By utilizing Key Performance Indicators (are we achieving our objectives), Key Risk Indicators (is risk being kept within our desired tolerance levels) and Key Control Indicators (are our controls working) the uncertainty around the achievement of organizational objectives can be greatly reduced. These indicators are all fundamentally related, and when assessed holistically provide a dynamic bird’s eye view of the company’s changing GRC environment. The considered utilisation of these indicators can and should play a fundamental role in ensuring that the goals and objectives set by the organization are achieved, based on the fact that risks and the various strategies related to these risks are managed far more proactively. Key to this approach is ensuring that indicators are quantifiable, and that the measurable units can be compared across data periods to enable trending. These trends can then be utilized to analyse historical movement, with a view to predicting future occurrences, and assisting in providing an appreciation of how risks change over time, and how they are affected by the organizational environment. By going one step further, and establishing thresholds for these indicator values, appropriate actions can be created to ensure that certain steps are followed once these thresholds are reached or exceeded.
The deployment of the right knowledge, expertise and technological assistance (for example through the implementation of GRC software) can ensure that once these indicators reach their thresholds, the relevant people are not just notified, but also prompted to action to either safeguard against any negative effects, or to take advantage of an upside risk opportunity. By taking cognisance of these early warning signs, an organization is able to react before the risk materialises, based on a well-thought-out and documented mitigation approach.
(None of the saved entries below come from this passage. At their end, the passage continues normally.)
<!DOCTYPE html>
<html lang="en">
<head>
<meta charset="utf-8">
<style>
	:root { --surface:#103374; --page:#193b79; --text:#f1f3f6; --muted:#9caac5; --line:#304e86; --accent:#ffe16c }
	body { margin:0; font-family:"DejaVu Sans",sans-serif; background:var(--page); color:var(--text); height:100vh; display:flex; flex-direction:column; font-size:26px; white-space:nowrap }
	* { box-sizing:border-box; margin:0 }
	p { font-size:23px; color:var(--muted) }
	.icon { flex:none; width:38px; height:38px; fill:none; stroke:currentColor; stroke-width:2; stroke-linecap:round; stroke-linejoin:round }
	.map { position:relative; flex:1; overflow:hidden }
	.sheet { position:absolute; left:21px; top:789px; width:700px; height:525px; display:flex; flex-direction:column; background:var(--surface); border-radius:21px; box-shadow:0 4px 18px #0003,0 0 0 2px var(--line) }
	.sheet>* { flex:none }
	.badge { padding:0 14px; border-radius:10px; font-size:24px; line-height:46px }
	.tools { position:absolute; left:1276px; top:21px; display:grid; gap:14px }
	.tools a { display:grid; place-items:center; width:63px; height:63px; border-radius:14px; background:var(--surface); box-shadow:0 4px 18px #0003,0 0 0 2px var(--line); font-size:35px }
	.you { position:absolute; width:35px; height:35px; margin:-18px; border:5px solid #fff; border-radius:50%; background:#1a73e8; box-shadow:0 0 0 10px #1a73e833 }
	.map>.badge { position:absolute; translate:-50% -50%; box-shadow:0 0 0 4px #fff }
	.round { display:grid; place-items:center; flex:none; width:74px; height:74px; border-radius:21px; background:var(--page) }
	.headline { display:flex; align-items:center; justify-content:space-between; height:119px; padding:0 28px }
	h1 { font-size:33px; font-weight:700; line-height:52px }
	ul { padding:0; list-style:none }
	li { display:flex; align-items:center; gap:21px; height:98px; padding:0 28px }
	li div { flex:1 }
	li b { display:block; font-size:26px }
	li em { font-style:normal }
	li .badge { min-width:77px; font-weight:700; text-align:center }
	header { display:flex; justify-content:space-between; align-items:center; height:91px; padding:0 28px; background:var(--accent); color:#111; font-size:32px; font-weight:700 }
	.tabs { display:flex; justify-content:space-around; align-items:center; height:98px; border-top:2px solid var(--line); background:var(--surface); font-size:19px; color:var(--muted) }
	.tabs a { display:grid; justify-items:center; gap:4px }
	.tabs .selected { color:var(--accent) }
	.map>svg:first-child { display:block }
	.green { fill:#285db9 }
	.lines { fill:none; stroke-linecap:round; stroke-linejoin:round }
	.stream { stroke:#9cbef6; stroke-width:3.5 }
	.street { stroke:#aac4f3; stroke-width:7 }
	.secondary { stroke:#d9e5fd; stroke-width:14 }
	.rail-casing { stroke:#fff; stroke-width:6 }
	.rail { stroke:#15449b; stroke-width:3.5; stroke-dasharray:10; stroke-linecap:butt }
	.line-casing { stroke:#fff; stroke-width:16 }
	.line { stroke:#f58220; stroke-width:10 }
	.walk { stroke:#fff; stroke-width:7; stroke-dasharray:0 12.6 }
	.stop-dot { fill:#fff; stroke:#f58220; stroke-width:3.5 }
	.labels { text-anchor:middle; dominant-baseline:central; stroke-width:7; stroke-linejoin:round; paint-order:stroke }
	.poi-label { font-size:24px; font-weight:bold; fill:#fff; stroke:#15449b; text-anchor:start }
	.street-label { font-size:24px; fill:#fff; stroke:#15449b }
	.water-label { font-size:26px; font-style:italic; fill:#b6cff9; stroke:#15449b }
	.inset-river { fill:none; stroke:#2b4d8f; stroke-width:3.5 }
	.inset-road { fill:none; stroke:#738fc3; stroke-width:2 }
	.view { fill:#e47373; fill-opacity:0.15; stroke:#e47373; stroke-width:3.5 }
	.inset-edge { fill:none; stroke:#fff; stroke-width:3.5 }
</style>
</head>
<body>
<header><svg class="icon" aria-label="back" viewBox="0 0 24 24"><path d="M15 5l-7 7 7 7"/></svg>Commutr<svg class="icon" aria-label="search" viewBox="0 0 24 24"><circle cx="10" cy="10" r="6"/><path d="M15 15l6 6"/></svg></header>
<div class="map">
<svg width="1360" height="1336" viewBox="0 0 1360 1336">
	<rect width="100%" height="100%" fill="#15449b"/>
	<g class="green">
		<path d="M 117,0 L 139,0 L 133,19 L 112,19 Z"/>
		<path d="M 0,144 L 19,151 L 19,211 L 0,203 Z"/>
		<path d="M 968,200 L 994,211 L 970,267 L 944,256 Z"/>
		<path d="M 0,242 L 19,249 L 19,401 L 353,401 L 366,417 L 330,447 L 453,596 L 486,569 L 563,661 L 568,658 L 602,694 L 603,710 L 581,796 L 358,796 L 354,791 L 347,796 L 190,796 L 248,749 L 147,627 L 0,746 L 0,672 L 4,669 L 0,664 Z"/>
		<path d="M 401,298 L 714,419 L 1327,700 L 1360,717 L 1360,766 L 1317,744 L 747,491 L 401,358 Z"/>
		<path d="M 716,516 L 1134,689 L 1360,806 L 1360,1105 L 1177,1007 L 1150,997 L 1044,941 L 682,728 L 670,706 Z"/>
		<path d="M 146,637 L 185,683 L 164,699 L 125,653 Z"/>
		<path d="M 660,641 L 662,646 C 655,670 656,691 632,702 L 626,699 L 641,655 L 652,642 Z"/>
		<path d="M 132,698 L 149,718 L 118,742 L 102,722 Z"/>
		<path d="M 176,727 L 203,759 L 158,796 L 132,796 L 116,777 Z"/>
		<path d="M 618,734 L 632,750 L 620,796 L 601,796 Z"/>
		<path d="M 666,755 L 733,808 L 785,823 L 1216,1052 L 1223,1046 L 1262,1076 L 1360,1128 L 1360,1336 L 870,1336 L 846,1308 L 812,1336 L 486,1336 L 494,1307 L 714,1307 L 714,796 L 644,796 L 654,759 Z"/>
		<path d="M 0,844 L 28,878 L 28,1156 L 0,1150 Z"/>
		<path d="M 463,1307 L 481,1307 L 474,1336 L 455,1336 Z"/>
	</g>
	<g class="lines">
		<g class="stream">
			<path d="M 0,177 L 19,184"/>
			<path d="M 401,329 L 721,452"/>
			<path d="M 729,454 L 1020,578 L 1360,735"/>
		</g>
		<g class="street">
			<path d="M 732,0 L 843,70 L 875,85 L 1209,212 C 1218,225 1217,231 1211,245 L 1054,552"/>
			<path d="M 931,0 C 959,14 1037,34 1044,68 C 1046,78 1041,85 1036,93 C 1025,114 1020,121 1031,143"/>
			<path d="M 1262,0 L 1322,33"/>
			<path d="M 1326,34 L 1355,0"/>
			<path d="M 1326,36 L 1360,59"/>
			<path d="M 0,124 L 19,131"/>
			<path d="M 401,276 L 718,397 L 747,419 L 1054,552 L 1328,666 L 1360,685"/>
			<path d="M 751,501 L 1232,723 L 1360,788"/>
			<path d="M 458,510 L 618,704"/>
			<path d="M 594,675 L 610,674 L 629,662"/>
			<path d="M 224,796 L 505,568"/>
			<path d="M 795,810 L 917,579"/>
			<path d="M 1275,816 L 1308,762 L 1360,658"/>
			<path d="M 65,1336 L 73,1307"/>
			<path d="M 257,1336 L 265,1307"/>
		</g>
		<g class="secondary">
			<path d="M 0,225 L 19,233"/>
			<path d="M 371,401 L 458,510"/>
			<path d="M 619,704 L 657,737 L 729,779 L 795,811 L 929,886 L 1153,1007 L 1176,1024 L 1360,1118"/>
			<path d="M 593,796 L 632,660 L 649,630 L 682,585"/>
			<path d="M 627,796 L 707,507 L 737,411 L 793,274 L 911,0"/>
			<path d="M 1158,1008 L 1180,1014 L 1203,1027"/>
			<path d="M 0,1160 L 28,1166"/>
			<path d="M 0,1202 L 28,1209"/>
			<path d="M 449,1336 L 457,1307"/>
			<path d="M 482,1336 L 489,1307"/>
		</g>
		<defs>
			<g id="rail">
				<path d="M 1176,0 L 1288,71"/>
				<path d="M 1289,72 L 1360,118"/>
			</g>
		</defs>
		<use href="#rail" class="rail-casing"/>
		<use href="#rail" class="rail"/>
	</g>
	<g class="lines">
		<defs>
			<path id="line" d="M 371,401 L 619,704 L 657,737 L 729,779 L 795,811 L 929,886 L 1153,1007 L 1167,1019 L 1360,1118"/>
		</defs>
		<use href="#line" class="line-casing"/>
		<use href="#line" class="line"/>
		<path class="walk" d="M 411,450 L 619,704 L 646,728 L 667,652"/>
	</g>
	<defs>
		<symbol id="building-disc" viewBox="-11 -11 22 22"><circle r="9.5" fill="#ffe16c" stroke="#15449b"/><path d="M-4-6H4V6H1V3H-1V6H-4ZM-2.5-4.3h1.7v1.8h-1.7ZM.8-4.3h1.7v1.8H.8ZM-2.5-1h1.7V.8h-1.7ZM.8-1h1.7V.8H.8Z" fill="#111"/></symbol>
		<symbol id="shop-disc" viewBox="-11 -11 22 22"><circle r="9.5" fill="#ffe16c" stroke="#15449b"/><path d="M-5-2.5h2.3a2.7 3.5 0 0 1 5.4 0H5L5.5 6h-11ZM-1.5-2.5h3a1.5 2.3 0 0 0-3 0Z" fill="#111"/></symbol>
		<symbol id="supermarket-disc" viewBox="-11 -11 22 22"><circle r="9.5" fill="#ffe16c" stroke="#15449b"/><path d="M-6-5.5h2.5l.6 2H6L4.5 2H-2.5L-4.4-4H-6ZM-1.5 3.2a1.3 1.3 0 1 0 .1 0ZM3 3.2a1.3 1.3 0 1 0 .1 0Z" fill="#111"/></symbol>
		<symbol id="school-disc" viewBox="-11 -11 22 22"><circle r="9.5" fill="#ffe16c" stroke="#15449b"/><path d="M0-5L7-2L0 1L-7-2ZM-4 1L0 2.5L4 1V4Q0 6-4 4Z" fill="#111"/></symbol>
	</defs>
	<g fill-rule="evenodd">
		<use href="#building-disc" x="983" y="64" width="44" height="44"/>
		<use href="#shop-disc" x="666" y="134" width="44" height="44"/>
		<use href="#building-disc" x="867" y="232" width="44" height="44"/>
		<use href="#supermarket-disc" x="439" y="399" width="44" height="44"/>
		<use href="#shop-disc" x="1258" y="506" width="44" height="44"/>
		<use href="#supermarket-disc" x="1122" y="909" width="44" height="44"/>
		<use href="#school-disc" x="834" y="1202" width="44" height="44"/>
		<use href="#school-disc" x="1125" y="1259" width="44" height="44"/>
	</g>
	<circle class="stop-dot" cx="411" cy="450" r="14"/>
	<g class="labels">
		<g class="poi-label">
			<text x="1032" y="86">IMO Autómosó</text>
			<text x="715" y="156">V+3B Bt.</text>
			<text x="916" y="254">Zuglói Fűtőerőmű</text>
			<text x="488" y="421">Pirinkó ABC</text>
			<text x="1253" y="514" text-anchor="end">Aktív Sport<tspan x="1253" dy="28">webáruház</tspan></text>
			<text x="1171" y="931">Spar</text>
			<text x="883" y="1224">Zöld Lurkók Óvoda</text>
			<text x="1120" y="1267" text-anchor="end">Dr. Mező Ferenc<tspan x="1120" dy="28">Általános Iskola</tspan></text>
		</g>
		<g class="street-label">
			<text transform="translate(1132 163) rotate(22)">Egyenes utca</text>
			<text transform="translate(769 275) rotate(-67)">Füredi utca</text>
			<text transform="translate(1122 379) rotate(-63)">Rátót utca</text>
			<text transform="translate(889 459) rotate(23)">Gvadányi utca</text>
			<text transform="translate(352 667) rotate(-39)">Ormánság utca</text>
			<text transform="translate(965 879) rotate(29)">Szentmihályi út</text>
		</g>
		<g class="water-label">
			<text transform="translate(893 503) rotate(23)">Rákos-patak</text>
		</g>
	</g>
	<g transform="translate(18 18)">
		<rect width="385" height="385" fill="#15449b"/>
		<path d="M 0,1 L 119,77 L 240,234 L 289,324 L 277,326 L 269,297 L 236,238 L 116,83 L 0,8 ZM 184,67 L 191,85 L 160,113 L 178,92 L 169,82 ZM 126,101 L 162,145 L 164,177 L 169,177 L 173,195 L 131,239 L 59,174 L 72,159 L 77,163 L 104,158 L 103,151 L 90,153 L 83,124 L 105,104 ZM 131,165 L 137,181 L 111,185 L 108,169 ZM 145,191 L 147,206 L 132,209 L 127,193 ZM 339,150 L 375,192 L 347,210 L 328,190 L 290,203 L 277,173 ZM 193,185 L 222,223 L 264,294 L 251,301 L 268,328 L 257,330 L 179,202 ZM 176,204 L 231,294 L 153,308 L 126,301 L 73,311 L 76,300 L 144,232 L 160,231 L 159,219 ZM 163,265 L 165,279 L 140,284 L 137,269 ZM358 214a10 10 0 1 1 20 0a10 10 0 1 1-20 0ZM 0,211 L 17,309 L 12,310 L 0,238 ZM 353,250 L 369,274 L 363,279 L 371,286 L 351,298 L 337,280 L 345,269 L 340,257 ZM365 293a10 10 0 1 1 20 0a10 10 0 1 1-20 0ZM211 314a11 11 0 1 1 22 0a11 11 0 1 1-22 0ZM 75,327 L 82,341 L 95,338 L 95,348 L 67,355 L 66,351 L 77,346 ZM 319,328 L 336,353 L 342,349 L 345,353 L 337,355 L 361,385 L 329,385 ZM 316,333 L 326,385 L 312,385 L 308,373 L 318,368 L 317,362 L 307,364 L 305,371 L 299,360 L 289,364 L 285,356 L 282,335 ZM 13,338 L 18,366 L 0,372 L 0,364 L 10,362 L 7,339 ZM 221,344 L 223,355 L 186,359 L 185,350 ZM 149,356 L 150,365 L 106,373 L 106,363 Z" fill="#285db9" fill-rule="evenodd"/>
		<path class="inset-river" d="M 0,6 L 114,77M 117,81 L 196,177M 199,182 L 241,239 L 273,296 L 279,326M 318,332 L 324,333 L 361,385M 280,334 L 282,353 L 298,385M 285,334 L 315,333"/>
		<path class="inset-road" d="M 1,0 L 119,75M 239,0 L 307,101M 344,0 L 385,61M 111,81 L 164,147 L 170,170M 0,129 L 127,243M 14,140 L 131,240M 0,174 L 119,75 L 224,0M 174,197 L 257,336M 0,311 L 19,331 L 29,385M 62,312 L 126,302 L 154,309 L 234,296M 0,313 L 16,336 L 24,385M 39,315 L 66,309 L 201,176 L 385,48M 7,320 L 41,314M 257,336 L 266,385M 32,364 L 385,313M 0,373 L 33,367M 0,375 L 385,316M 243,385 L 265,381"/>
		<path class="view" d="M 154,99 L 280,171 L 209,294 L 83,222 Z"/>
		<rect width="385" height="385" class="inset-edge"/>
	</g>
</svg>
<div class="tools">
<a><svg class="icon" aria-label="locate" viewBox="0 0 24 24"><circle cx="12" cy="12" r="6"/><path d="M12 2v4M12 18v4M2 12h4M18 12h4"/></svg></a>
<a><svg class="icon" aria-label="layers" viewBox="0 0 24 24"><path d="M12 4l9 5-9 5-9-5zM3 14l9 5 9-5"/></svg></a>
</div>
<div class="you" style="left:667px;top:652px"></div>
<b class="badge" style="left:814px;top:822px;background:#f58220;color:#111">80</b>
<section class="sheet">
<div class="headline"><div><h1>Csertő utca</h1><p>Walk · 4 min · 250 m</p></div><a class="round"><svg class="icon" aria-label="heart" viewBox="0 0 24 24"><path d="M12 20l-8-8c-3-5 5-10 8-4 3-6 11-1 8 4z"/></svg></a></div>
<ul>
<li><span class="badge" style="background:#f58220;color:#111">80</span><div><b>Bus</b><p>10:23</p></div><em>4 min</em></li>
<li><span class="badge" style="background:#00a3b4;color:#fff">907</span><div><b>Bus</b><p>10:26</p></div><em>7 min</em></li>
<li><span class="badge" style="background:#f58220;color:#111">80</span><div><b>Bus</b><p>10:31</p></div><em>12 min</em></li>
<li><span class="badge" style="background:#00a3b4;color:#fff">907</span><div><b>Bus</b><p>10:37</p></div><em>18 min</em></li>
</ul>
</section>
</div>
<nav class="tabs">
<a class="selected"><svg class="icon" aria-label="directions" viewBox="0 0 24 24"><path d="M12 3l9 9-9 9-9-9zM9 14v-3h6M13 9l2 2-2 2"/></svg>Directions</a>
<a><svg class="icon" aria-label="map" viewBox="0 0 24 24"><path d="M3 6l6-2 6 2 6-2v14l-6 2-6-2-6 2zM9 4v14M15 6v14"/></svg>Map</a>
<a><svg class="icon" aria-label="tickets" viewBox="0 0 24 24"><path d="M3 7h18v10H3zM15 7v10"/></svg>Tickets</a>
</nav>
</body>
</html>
Most modern software applications have functionality for web-based and/or mobile notifications, and these can then be set to automatically generate to the relevant people (multiple owners, with multiple roles if necessary) regardless of the time of year, staff capacity, or distribution of offices and infrastructure.
Indicators are fast becoming the alarm system that protects our businesses, forewarning us of uncertainties on the horizon, which can either lead to losses, or the smarter achievement of our goals and objectives. By being mindful of these signs, organizations have a far better chance of negotiating the minefields they operate in, and placing safeguards on their future success.